Jens Nevens, Jonas Doumen, Paul Van Eecke and Katrien Beuls
A crucial step towards the development of truly intelligent agents in AI consists in the development of communication systems that offer the robustness, flexibility and adaptivity found in human languages. While the processes through which children acquire language are by now relatively well understood, a faithful computational operationalisation of the underlying mechanisms is still lacking. Two main cognitive processes are involved in child language acquisition: intention reading and pattern finding (Tomasello, 2003). The former is used to understand the communicative intention of the interlocutor, thereby reconstructing the meaning underlying an observed utterance, while the latter is used to abstract away over concrete utterances and meaning representations and construct more general, productive schemata.

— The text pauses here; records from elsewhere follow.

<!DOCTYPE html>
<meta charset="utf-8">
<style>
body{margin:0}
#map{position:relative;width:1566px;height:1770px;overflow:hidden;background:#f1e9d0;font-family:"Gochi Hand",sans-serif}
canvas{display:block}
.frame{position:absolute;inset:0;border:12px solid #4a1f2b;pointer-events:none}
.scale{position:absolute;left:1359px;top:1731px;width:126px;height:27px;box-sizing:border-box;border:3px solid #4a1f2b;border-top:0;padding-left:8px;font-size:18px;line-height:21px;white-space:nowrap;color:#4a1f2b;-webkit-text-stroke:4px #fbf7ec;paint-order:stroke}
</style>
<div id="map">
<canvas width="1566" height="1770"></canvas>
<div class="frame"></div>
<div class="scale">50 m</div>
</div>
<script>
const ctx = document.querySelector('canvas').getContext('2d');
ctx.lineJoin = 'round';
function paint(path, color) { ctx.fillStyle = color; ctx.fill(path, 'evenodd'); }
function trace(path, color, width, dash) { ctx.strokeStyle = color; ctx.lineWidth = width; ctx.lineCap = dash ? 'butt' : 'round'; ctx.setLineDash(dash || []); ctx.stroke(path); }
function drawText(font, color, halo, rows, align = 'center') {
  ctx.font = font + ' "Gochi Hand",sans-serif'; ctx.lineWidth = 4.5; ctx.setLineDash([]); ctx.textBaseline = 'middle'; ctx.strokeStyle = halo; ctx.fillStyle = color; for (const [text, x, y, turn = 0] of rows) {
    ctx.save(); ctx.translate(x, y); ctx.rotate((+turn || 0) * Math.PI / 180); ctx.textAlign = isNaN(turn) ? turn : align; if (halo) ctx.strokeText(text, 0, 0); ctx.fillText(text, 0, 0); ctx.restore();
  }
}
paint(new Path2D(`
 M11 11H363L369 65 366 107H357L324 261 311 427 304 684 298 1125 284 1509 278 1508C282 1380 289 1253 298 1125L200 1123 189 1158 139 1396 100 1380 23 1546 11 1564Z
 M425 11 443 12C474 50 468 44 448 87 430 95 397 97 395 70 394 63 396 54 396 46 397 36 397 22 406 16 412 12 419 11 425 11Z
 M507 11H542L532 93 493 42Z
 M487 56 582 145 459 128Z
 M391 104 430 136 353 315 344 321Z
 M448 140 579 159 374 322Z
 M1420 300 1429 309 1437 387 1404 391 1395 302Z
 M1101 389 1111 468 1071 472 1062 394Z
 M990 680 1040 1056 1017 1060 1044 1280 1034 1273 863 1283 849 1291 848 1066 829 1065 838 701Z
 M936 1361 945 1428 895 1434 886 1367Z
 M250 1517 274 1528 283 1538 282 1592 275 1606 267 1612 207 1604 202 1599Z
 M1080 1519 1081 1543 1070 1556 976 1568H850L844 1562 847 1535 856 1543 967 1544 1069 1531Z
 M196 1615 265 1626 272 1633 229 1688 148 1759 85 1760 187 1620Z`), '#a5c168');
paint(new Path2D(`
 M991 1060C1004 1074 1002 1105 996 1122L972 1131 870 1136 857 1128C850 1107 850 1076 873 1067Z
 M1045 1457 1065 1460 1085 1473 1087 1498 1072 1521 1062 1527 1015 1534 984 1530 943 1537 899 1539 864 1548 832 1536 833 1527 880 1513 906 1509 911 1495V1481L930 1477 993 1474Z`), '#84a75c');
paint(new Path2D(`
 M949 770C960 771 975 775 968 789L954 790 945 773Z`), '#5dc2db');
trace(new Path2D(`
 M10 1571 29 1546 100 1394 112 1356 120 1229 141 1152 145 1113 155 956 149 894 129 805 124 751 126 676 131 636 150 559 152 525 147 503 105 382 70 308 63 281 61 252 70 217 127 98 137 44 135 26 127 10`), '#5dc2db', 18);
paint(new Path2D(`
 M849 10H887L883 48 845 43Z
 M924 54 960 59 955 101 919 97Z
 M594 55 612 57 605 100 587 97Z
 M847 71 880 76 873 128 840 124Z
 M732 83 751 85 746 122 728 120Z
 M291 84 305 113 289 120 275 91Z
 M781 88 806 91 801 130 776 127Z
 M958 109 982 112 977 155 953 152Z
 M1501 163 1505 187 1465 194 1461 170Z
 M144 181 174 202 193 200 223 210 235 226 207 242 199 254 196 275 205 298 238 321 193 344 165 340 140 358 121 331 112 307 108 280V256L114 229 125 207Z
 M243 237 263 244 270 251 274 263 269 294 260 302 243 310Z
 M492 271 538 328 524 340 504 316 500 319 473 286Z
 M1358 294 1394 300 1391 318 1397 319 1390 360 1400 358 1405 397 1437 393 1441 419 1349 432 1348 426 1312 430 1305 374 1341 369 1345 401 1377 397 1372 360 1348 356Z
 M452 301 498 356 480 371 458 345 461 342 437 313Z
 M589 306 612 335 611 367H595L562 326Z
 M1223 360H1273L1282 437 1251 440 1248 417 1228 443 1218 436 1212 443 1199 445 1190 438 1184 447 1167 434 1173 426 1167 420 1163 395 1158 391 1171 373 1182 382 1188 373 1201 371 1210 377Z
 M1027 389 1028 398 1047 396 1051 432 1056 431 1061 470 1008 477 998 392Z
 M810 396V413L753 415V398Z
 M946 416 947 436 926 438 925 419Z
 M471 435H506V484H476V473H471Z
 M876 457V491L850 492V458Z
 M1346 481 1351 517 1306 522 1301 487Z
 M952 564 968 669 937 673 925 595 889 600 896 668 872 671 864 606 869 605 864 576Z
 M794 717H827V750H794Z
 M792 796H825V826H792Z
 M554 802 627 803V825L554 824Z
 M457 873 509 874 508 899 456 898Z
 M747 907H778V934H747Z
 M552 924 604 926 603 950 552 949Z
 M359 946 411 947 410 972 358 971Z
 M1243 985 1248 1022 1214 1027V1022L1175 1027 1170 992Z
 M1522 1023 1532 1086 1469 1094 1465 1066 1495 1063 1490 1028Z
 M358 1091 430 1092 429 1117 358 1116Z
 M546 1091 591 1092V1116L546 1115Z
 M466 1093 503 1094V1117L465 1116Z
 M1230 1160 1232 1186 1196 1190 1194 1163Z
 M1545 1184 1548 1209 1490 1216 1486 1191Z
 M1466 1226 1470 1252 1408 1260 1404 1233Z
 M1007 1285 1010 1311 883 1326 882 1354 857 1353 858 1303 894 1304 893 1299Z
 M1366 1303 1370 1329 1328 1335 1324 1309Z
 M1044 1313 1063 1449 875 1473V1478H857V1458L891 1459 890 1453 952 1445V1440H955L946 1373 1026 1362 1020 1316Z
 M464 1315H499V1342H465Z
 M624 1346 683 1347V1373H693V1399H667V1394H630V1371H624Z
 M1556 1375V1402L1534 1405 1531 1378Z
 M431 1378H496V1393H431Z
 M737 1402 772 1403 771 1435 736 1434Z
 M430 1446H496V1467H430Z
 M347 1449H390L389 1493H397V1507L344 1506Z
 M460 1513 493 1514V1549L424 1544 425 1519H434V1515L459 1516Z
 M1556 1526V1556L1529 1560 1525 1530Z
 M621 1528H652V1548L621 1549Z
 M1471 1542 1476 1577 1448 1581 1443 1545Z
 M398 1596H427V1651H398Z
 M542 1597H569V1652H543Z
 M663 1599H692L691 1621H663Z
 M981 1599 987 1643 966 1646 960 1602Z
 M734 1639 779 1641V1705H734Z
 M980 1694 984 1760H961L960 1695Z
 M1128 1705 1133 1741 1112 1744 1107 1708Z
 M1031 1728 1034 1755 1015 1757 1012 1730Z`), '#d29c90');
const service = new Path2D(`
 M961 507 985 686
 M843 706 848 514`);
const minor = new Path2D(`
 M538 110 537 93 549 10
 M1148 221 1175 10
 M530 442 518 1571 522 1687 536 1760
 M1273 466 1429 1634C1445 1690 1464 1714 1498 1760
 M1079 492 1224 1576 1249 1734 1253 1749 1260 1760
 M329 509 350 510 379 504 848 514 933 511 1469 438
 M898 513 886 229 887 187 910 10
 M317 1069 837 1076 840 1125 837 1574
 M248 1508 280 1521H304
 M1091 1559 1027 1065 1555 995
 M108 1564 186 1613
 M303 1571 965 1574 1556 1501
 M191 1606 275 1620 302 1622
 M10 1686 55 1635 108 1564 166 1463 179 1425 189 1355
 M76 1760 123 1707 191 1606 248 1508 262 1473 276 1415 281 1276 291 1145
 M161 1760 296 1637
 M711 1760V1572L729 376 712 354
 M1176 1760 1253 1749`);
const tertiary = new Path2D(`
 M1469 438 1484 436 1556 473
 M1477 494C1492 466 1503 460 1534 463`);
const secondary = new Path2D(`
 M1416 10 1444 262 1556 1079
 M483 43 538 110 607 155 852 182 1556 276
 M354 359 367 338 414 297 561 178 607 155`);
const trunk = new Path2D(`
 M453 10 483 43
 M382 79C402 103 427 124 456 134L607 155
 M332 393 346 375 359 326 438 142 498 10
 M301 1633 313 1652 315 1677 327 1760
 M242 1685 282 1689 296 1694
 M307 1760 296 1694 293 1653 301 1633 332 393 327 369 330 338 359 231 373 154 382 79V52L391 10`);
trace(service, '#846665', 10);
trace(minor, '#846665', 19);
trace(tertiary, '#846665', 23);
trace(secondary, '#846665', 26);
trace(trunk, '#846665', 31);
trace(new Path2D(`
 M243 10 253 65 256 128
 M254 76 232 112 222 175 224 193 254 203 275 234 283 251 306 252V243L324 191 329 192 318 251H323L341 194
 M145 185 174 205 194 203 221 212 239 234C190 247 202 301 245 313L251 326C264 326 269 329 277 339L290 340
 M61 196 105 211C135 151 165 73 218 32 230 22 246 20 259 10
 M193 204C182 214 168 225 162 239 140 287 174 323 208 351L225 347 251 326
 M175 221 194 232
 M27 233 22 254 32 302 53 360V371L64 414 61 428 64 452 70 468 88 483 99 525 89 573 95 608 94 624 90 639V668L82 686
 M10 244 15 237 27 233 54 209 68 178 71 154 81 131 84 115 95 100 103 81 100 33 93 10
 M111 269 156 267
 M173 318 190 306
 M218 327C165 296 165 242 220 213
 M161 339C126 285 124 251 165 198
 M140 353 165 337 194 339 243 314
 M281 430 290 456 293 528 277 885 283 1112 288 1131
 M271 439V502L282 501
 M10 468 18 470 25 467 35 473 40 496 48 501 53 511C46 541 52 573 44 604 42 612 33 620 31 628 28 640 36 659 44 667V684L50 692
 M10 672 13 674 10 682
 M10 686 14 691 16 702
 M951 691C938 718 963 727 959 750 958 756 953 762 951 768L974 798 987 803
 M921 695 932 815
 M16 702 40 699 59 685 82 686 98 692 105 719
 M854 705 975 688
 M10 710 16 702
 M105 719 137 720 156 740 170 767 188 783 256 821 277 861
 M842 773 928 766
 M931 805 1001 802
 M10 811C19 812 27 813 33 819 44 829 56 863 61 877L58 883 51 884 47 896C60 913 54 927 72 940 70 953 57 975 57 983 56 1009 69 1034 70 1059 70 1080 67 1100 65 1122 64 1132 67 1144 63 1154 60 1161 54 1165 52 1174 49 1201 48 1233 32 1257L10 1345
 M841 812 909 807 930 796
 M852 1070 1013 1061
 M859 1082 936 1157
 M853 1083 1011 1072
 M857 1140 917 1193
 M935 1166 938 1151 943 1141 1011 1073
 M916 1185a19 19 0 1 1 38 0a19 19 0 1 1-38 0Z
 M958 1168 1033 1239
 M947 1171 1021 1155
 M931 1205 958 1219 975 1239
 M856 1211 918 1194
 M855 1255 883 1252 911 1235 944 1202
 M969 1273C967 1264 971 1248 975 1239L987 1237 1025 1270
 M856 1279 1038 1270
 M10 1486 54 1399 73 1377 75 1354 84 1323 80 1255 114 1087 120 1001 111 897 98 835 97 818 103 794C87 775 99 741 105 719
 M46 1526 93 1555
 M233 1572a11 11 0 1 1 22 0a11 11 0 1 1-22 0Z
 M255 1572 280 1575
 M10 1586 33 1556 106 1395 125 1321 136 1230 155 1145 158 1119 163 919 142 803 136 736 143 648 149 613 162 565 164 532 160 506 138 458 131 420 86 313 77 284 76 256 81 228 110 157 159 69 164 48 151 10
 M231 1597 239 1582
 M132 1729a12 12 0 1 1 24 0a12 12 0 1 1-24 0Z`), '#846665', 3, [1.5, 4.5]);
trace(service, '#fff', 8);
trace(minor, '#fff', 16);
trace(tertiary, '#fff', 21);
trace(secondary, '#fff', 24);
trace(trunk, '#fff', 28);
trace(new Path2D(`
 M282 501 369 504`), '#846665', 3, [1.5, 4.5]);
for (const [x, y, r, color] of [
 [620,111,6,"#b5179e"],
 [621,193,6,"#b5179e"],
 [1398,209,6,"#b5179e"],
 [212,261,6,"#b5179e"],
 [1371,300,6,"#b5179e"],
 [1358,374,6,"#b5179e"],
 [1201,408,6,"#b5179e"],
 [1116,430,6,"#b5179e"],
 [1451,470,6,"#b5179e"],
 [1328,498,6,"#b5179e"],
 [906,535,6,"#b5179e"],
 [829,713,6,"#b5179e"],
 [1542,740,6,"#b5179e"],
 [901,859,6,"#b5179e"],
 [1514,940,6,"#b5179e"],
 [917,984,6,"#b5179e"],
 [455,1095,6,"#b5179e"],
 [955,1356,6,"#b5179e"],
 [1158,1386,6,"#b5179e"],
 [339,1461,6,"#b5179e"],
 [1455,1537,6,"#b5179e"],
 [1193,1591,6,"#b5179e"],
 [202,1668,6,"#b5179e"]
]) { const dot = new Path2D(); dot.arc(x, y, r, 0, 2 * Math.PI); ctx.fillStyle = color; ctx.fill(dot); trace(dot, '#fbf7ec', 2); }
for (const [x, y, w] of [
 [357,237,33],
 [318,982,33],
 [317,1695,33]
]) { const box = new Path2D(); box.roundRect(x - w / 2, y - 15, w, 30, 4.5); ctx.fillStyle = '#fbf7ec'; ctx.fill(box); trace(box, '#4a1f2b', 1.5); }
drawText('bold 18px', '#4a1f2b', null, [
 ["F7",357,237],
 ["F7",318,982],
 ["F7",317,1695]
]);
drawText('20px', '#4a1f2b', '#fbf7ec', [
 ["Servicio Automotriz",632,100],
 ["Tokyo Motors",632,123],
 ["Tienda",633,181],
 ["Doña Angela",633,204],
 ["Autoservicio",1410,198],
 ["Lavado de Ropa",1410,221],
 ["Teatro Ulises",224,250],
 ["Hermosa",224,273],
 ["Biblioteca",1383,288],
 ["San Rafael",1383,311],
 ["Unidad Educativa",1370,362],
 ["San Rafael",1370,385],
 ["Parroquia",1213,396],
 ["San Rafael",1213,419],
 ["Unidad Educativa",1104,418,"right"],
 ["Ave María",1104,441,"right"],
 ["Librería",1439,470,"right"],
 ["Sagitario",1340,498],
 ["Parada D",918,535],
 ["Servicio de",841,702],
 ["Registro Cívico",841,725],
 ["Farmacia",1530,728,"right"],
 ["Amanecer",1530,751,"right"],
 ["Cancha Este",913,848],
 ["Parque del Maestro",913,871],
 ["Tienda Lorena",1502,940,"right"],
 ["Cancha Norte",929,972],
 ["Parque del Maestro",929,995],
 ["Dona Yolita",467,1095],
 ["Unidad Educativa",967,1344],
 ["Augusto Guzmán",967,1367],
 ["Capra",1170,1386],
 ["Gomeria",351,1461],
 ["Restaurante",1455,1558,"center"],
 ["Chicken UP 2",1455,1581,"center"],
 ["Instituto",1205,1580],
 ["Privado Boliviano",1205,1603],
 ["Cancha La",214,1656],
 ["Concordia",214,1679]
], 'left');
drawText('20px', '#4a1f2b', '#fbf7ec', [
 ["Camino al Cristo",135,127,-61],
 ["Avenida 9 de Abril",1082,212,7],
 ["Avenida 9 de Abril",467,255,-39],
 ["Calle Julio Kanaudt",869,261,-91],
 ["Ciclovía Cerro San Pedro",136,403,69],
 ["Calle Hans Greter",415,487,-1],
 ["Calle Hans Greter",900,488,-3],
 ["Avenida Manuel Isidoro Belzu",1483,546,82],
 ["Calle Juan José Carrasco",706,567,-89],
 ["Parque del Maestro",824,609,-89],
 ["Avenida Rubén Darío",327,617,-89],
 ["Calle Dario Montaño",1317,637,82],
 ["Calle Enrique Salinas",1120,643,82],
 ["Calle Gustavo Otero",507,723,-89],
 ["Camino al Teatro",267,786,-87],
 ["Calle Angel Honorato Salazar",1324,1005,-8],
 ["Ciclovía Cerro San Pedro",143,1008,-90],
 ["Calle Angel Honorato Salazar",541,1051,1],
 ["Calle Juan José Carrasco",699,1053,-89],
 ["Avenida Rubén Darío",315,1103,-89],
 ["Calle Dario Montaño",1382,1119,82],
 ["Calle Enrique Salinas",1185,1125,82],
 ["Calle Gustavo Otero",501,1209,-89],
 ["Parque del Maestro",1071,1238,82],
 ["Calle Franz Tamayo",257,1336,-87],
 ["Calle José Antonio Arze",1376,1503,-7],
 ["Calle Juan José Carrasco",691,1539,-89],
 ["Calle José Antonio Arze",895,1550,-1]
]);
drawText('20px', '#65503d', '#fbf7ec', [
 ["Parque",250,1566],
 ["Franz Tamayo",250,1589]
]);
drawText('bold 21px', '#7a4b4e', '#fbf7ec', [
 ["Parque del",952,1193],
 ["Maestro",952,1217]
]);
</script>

Here, we introduce a mechanistic model of the intention reading capacity and its integration with pattern finding. Through situated, task-oriented interactions, an agent learns a grammar that enables it to ask and answer questions about scenes of geometrical objects from the CLEVR dataset (Johnson et al, 2017). Intention reading consists in a query composition process based on the question, the answer, and the current scene. Specifically, a limited inventory of atomic operations can be combined into compositional queries that capture the meaning of a question. The search space faced by this query composition process is exponentially large, as many possible queries can lead to the same answer in any given scene and because primitive operations can be combined in many different ways. Initially, the agent does not know which part of a question corresponds to which part of the composed query and therefore stores this mapping as a holistic form-meaning pattern. The pattern finding process generalises over reoccurring form-meaning patterns, thereby capturing the compositional structure of questions through constructions of varying degrees of abstraction. The key in successfully tackling this learning task is the integration of intention reading and pattern finding. Indeed, intention reading facilitates pattern finding by providing meaning hypotheses. In turn, pattern finding drastically reduces the search space involved in intention reading through the provision of partial analyses. Over many interactions, the agent incrementally acquires a grammar that can be used for both language comprehension (mapping questions to queries) and production (mapping queries to question) without ever having observed the queries that represent the meaning of the observed questions.
The acquired grammar and the accompanying queries effectively solve CLEVR’s visual question answering task. This work provides computational evidence for the cognitive plausibility of usage-based theories of language acquisition. It also introduces a powerful new methodology that allows autonomous agents to acquire an effective communication system with human-like properties through task-oriented interactions.
Michael Tomasello. Constructing a Language: A Usage-Based Theory of Language Acquisition. Harvard University Press, Harvard, 2003.
Justin Johnson, Bharath Hariharan, Laurens van der Maaten, Li Fei-Fei, C. Lawrence Zitnick, and Ross Girshick. CLEVR: A diagnostic dataset for compositional language and elementary visual reasoning. In IEEE CVPR, pages 2901–2910, 2017.